EXERCISE AIM: Your task is to copy the stretch of lines in the records below that begins with the line containing "inset:0; background:#b8beca; transform-origin:0" and ends with the line containing "filter:drop-shadow(2px 0 #a6acb6)", exactly as written, with nothing added.

(Collected data)
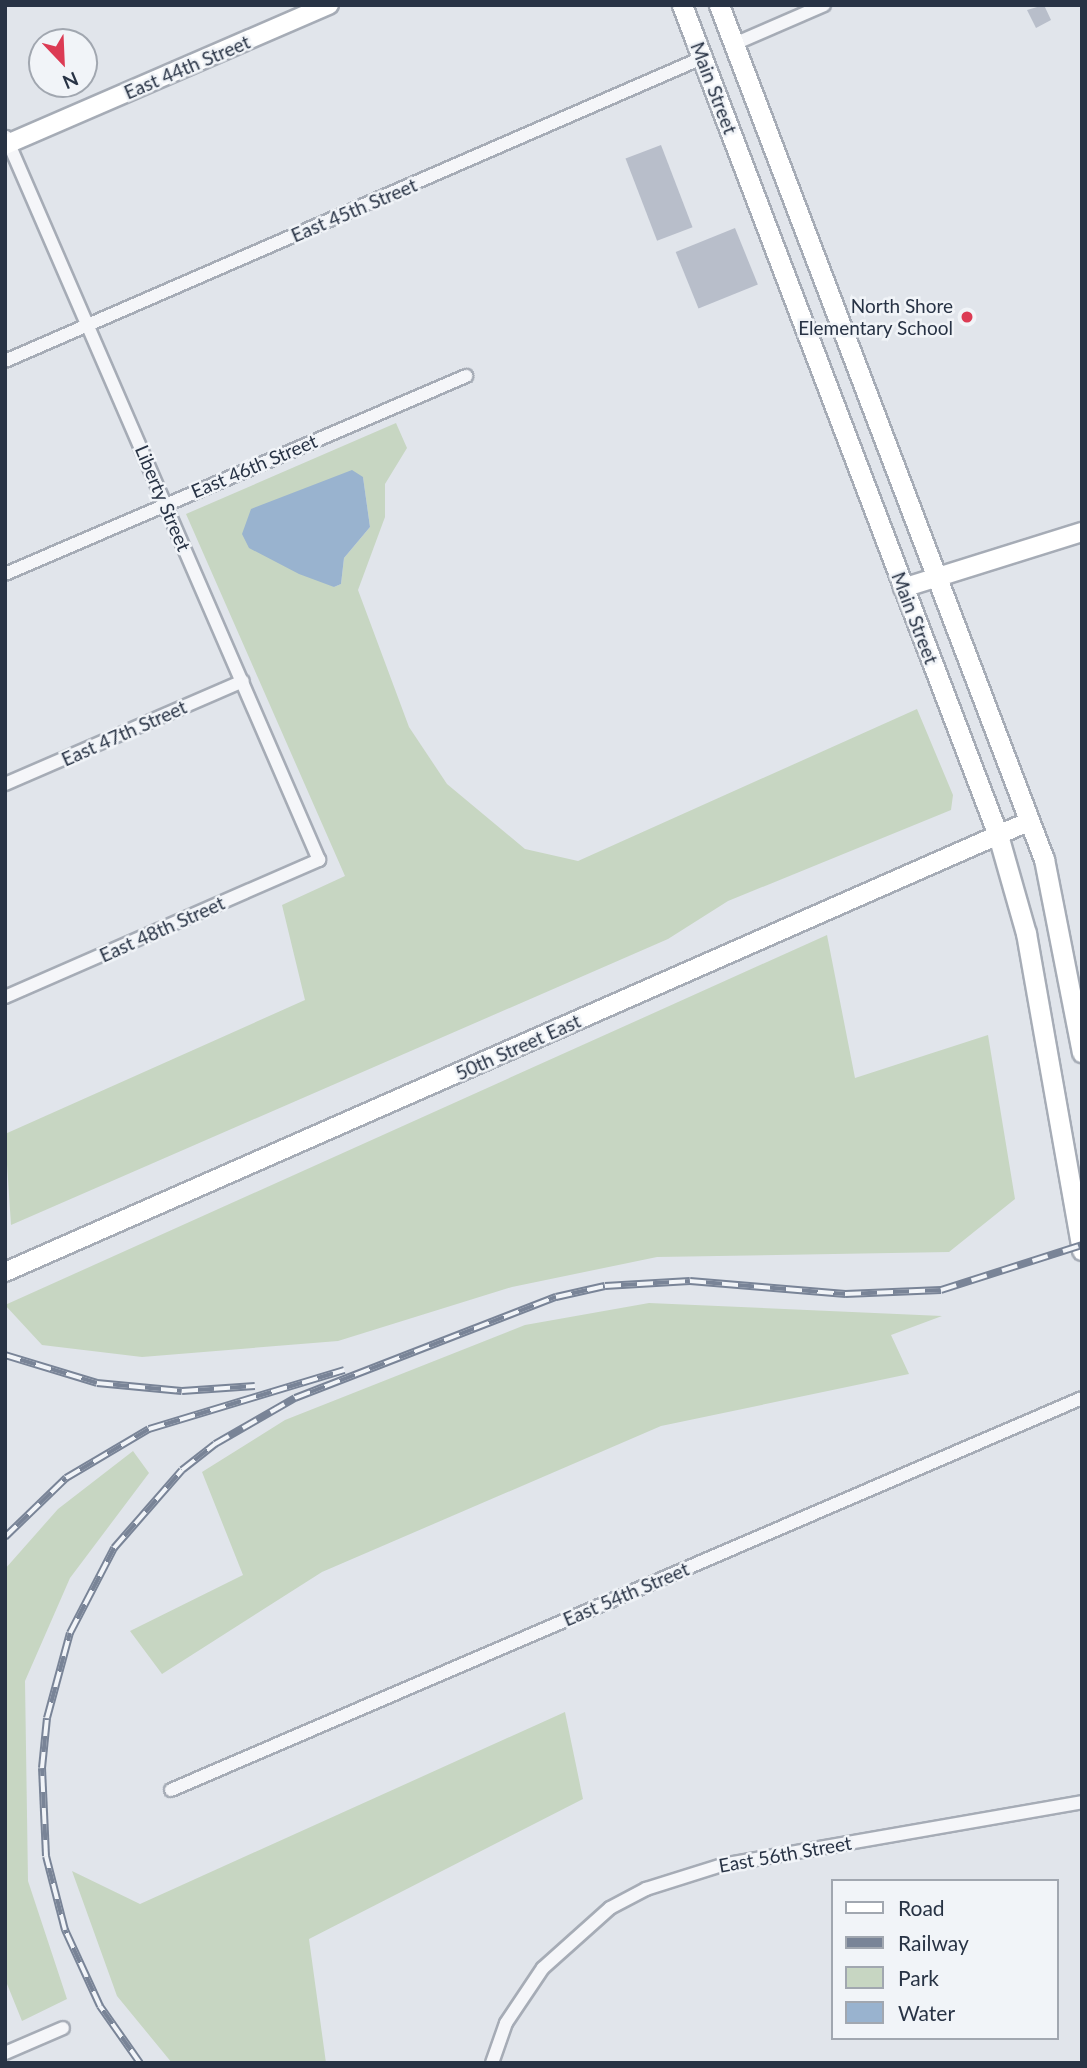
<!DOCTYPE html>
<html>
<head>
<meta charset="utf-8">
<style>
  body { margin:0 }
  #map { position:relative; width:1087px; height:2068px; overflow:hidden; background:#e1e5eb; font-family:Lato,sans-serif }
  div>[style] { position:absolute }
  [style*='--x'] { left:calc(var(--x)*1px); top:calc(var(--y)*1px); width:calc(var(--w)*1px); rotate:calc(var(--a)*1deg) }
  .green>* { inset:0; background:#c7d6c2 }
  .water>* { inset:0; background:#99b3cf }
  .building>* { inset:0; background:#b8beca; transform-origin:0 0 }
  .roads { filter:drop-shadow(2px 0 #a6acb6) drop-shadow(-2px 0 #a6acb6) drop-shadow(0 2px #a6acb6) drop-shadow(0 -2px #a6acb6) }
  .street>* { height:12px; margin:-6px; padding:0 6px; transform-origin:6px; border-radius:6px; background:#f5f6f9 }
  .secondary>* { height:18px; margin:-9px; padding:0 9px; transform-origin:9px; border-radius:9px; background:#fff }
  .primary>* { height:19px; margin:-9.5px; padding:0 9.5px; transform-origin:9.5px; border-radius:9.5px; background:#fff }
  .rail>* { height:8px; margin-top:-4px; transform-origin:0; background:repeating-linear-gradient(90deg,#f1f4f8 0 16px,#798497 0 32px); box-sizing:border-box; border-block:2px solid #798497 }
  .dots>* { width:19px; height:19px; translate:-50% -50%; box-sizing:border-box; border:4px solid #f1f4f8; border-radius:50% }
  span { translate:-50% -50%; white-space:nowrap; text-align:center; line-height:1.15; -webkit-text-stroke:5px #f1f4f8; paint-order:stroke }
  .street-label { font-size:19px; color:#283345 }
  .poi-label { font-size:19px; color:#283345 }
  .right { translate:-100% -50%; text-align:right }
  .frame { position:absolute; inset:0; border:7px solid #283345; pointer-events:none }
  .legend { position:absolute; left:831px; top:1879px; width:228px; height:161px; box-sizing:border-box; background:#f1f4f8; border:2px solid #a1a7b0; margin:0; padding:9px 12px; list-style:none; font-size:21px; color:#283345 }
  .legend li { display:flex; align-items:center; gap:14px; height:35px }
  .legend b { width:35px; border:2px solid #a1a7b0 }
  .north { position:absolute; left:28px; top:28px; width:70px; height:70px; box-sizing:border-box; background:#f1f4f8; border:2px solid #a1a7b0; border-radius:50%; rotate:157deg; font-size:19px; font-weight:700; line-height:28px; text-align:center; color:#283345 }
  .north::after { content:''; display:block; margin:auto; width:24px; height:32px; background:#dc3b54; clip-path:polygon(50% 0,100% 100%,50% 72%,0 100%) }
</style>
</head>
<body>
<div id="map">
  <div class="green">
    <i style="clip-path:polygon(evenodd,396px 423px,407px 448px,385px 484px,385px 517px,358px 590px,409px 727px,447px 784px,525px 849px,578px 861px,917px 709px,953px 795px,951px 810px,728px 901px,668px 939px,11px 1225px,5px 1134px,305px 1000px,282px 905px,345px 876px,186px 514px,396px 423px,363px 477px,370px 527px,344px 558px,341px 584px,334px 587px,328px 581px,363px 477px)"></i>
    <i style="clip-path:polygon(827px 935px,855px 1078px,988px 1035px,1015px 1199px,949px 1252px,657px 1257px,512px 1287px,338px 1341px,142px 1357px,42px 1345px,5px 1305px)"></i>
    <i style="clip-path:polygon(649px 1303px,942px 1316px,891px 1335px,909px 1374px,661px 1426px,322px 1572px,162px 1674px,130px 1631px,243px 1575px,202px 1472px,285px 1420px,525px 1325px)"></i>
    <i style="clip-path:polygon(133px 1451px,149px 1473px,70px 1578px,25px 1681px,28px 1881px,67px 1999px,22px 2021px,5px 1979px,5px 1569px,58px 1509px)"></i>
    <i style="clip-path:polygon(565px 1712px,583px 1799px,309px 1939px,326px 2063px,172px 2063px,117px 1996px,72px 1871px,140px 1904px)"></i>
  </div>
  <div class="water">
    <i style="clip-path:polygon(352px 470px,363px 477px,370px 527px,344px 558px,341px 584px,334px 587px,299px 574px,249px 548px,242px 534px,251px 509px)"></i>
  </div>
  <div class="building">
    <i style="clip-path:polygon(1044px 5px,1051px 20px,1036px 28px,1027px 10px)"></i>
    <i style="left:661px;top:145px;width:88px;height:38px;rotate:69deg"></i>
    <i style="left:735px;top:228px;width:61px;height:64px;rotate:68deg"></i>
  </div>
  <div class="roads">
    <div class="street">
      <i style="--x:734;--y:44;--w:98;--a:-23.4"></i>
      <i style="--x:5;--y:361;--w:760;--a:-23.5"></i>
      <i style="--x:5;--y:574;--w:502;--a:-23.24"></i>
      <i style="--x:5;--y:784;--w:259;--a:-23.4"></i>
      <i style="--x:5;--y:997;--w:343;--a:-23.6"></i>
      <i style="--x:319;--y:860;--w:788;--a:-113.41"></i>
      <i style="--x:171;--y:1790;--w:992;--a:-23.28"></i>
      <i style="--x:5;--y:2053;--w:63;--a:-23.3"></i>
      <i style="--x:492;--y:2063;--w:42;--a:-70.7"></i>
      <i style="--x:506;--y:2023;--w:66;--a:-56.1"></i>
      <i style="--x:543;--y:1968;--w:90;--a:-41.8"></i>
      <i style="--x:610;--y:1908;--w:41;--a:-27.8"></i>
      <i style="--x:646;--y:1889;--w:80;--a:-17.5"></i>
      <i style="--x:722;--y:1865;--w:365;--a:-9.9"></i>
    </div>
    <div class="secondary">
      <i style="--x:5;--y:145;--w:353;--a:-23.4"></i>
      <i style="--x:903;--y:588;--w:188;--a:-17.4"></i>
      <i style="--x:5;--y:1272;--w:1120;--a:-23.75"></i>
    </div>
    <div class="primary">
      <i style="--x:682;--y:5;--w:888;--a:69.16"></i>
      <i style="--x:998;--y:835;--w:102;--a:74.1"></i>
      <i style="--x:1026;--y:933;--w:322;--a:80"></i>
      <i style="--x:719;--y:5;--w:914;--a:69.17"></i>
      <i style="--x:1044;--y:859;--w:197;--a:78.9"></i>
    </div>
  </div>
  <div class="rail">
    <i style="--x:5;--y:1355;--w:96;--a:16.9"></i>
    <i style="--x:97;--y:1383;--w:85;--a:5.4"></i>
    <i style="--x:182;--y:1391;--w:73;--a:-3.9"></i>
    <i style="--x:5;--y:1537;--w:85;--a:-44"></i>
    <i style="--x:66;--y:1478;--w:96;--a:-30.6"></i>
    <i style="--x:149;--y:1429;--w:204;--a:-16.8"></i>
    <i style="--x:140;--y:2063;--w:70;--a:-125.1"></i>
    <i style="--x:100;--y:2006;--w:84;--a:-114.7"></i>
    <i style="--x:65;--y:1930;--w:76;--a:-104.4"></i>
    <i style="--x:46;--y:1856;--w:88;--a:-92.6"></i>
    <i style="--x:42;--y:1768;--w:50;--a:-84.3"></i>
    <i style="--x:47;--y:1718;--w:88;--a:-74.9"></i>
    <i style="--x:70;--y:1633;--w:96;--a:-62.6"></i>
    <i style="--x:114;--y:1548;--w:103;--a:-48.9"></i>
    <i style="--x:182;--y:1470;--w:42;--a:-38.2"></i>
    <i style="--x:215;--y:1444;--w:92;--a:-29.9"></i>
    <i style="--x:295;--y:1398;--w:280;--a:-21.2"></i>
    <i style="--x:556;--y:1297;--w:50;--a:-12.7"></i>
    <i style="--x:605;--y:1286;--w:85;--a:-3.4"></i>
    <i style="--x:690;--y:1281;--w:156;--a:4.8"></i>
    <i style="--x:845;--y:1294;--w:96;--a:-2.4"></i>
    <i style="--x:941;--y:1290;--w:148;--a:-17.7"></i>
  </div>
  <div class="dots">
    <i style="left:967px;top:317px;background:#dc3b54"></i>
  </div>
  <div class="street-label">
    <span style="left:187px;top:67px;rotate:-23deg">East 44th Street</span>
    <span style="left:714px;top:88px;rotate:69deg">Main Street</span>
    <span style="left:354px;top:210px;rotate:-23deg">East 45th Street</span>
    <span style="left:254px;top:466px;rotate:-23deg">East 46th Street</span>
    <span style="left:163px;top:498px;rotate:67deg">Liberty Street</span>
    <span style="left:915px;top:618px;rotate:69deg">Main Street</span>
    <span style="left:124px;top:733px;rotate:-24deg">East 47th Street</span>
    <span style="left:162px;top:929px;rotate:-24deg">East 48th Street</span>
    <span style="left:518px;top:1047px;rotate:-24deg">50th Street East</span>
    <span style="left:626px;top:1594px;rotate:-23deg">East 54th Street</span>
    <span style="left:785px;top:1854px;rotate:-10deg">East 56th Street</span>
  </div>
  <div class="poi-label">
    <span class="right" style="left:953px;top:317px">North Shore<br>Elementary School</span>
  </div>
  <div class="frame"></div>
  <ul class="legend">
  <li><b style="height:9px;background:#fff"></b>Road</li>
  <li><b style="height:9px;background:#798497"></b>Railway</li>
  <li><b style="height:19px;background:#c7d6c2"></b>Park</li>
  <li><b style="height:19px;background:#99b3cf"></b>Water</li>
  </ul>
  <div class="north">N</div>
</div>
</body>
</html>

WRITTEN ANSWER:
  .building>* { inset:0; background:#b8beca; transform-origin:0 0 }
  .roads { filter:drop-shadow(2px 0 #a6acb6) drop-shadow(-2px 0 #a6acb6) drop-shadow(0 2px #a6acb6) drop-shadow(0 -2px #a6acb6) }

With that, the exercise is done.